ACTIVITY
Throughout the listing below, show every line in which "hidden" occurs.

··· MATERIAL PROVIDED ···

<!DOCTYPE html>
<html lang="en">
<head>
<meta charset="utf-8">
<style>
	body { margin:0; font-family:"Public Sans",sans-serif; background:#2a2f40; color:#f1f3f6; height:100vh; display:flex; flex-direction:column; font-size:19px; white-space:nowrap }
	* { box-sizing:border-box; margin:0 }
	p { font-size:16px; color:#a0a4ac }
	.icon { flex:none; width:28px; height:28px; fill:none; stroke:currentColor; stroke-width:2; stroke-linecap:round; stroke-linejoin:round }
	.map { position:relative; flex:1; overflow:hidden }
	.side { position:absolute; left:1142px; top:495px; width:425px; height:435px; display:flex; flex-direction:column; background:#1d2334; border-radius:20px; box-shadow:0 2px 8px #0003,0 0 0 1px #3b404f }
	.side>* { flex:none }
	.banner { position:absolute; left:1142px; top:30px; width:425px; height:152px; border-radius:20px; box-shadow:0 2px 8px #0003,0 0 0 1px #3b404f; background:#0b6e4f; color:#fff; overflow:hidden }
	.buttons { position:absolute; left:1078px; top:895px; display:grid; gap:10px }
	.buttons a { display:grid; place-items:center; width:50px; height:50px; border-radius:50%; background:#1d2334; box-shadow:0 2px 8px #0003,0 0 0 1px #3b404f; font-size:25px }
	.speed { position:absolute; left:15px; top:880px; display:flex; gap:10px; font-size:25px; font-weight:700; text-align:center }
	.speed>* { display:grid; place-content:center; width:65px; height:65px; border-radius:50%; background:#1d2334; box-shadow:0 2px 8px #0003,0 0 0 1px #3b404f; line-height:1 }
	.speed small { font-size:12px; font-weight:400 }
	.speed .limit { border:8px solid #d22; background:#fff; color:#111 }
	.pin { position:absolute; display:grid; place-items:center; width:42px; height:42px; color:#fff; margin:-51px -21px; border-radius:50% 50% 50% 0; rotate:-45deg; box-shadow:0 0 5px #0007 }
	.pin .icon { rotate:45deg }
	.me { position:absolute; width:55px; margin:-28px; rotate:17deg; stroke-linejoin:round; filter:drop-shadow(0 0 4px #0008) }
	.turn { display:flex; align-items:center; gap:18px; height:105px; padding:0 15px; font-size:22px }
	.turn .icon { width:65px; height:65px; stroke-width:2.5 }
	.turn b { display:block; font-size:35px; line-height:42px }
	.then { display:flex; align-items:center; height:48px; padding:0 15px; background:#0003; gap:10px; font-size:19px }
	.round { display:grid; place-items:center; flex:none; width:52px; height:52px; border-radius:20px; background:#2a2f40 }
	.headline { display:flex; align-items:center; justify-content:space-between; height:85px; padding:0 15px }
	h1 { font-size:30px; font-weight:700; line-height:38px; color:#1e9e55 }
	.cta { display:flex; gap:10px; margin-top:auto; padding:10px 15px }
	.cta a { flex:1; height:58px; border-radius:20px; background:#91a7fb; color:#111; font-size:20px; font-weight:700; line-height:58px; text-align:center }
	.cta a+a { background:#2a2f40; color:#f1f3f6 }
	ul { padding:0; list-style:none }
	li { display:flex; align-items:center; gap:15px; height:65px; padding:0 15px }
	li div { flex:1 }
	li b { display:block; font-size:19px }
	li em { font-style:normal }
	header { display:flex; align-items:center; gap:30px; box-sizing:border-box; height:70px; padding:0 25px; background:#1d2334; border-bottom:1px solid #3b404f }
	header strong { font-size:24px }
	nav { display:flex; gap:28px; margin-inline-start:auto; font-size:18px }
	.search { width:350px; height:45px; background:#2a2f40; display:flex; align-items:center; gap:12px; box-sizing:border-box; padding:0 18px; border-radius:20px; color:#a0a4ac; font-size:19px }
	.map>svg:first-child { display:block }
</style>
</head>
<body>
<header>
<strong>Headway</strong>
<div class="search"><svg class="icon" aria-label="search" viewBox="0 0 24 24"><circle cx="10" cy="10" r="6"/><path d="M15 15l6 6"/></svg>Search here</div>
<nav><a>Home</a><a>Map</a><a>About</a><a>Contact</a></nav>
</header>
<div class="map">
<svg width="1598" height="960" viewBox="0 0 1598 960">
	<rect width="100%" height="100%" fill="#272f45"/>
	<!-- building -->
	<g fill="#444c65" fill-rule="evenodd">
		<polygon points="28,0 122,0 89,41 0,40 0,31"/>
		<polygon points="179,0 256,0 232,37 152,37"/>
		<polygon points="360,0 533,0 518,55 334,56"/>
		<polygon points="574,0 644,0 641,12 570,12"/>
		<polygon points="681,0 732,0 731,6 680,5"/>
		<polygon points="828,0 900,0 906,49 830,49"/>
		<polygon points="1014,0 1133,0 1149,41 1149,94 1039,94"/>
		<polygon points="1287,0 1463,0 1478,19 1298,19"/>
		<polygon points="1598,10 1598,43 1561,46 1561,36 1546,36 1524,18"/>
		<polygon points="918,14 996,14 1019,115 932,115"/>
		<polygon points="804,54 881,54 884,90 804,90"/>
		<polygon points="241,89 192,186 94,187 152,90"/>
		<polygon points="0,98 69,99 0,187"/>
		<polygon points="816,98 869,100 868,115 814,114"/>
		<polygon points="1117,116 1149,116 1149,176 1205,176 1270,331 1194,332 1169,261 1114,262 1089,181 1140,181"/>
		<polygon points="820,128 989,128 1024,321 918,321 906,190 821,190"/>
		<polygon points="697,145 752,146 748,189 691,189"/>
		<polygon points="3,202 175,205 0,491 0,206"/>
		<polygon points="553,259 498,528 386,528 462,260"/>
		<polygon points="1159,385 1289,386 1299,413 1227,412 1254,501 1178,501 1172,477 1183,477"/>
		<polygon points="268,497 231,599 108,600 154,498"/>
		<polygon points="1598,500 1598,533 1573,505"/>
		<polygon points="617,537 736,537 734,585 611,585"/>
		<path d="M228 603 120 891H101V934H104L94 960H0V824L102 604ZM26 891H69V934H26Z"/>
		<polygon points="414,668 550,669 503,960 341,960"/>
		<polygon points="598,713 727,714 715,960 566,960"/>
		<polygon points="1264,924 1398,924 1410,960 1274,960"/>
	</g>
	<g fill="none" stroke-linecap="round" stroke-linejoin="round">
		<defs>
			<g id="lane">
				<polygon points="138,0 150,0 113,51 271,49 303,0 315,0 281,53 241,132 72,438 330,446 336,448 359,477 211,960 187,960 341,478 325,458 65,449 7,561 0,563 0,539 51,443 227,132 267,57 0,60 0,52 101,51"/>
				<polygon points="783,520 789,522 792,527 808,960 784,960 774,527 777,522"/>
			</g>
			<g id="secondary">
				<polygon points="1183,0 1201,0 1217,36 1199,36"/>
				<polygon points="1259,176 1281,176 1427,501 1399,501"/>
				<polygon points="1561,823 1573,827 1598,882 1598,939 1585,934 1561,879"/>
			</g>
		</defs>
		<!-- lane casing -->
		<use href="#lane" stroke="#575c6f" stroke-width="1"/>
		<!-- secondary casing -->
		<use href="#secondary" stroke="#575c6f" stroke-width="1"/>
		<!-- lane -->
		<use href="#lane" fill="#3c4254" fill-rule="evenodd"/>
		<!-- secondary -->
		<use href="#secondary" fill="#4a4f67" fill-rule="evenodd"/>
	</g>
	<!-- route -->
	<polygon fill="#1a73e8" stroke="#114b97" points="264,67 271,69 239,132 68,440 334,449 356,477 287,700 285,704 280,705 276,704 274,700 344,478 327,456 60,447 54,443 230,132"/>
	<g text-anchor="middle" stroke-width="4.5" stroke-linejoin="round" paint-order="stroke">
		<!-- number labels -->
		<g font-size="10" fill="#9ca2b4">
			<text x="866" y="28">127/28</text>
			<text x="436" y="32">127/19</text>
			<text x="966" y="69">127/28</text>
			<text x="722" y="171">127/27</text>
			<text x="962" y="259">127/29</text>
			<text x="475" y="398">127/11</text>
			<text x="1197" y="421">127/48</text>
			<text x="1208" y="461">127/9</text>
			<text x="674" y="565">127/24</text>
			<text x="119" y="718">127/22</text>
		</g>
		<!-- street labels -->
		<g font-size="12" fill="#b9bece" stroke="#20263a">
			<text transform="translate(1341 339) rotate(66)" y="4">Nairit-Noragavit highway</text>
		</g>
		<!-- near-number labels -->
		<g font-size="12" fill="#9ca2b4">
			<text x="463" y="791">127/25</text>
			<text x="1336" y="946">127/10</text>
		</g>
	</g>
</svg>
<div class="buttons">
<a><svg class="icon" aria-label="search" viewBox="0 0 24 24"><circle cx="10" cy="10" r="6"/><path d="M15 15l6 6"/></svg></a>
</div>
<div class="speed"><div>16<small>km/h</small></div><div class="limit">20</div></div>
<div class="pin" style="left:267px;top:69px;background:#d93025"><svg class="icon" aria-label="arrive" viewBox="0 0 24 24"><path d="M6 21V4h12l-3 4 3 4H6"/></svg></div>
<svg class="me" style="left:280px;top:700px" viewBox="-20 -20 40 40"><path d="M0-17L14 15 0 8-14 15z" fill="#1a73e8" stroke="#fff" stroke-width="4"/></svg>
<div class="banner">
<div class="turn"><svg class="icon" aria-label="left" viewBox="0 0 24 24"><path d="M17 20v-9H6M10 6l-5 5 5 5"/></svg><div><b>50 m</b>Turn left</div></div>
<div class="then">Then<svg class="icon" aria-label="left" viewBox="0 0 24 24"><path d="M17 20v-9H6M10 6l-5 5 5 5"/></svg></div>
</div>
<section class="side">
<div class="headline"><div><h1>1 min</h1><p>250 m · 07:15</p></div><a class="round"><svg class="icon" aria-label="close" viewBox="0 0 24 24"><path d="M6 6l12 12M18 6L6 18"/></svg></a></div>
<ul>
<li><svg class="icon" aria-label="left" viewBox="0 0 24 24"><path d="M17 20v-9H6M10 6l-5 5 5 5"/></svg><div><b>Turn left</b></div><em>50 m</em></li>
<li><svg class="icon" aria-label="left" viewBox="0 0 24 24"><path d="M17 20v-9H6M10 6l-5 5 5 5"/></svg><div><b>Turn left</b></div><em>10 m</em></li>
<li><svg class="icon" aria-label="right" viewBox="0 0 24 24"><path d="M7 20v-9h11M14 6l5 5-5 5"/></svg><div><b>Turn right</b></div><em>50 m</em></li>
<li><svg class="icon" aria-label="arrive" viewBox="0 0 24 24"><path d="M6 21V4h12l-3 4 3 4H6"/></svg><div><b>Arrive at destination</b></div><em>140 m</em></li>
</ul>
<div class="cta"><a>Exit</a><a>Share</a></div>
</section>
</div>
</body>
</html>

···

RESPONSE TO THIS TASK
	.map { position:relative; flex:1; overflow:hidden }
	.banner { position:absolute; left:1142px; top:30px; width:425px; height:152px; border-radius:20px; box-shadow:0 2px 8px #0003,0 0 0 1px #3b404f; background:#0b6e4f; color:#fff; overflow:hidden }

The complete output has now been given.